In 2006, Kefu represented the Barbarians, playing against England at Twickenham Stadium, with England winning 46–19.

Honours

Rugby World Cup / Webb Ellis Cup
Winner: 1999
Tri Nations Series
Winner: 2000, 2001
Runner-up: 1998, 1999, 2002, 2003
Bledisloe Cup
Winner: 1998, 1999, 2000, 2001, 2002
Mandela Challenge Plate
Winner: 2000
Tom Richards Cup
Winner: 2001

Puma Trophy
Winner: 2002
Trophée des Bicentenaires
Winner: 1998, 2000, 2002
Cook Cup
Winner: June 1998, Nov 1998, 1999
Hopetoun Cup
Winner: 1998, 2000
Lansdowne Cup
Winner: 1999

Coaching career
In 2010 Kefu became head coach of the Sunshine Coast Stingrays, a team in the Queensland Premier League. In his first season in charge, he led the Stingrays to the Senior Championship title, defeating Gold Coast 37–12 in the final. Kefu continued on to coach the Stingrays, but temporarily left the side in 2011 to take up the role of assistant coach for the Tongan national team in preparation for the 2011 Rugby World Cup. He helped Tonga to second in the 2011 IRB Pacific Nations Cup, their best positioning since the tournament was formed in 2006. It saw Tonga earn their first victory over Fiji since 2008, winning 45–21, their largest winning margin over the Flying Fijians. In addition to this, they beat Samoa 29–19, which was their first victory over Manu Samoa since 2007. Their only loss came to Japan going down narrowly 28–27. During the World Cup, Tonga earned two victories, beating Japan 31–18 and beating France 19–14 for the first time since 1999. However, the two wins were not enough to progress Tonga further in the tournament.
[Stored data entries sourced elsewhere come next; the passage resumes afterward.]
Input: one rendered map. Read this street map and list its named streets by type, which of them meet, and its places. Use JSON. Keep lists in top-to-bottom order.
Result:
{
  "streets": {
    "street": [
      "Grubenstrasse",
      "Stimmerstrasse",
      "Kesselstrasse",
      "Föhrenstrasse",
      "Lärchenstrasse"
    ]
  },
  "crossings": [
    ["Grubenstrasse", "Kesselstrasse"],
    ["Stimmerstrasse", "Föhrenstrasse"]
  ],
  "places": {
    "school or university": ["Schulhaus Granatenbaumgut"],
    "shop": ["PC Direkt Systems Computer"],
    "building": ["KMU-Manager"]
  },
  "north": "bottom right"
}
In 2012, following Isitolo Maka resignation as Tongan head coach, Kefu acted as interim head coach for the 2012 IRB Pacific Nations Cup. He guided Tonga to a sole victory, beating Japan in Tokyo 24–20. In September 2012, Mana Otai was named the full coach.

Following his leave from the Tongan national team, Kefu became the head coach of his former club Kubota Spears in Japan. They had dropped to the Eastern A League. He had recruited high-profile players including Kurt Morath and Hoani Matenga, and brought in young Japanese players. Kefu led the team to promotion for the 2013–14 Top League season, and in his second year in charge, he led his side to top of Group 2, though failed to make it past the Wildcard play-offs, after losing to NEC Green Rockets 47–10. Unfortunately, in the 2014–15 Top League season, Kubota Spears finished fifth in their group which meant they played in the Promotion and relegation play-offs. They played Kamaishi Seawaves on 14 February 2015, where they secured a 34–5 victory to remain in the Top League for the 2015–16 Top League season. Following another poor season in 2015/16, Kefu left the club at the end of the season.

In August 2016, just three months after being appointed head coach of Tonga, Kefu was named the head coach of Queensland Country for the 2016 National Rugby Championship in Australia. Kefu was only able to lead his side to a single victory during their campaign, coming against finalist and table leaders New South Wales Country Eagles 40–38. This meant Queensland Country finished bottom of the table on 7 points.

Head coach of Tonga
On 6 May 2016, Kefu was announced as the Tongan national team's head coach, replacing Mana Otai after Tonga failed to automatically qualify for the 2019 Rugby World Cup due to finishing fourth in their pool at the 2015 Rugby World Cup. Kefu started his reign as Tongan head coach with a 23–18 loss to Fiji, though Tonga did lead the Fijians 15–0 at half time. A week later, he led his side to a 23–20 loss to Georgia, before going down to Samoa 30–10. Tonga finished last in the 2016 World Rugby Pacific Nations Cup, placing them bottom of the table - putting them in a disadvantage ahead of the 2017 tournament, where they will need to win both matches to qualify for the 2019 Rugby World Cup. Kefu gained his first win against Spain during the 2016 end-of-year internationals, where they won 28–13 in the first ever meeting between the two nations. A week later, Tonga defeated the United States 20–17 before going on to win against Tier 1 side Italy 19–17. This was Tonga's first win over Italy since 1999 and their first win over a Tier 1 nation since beating Scotland in 2012.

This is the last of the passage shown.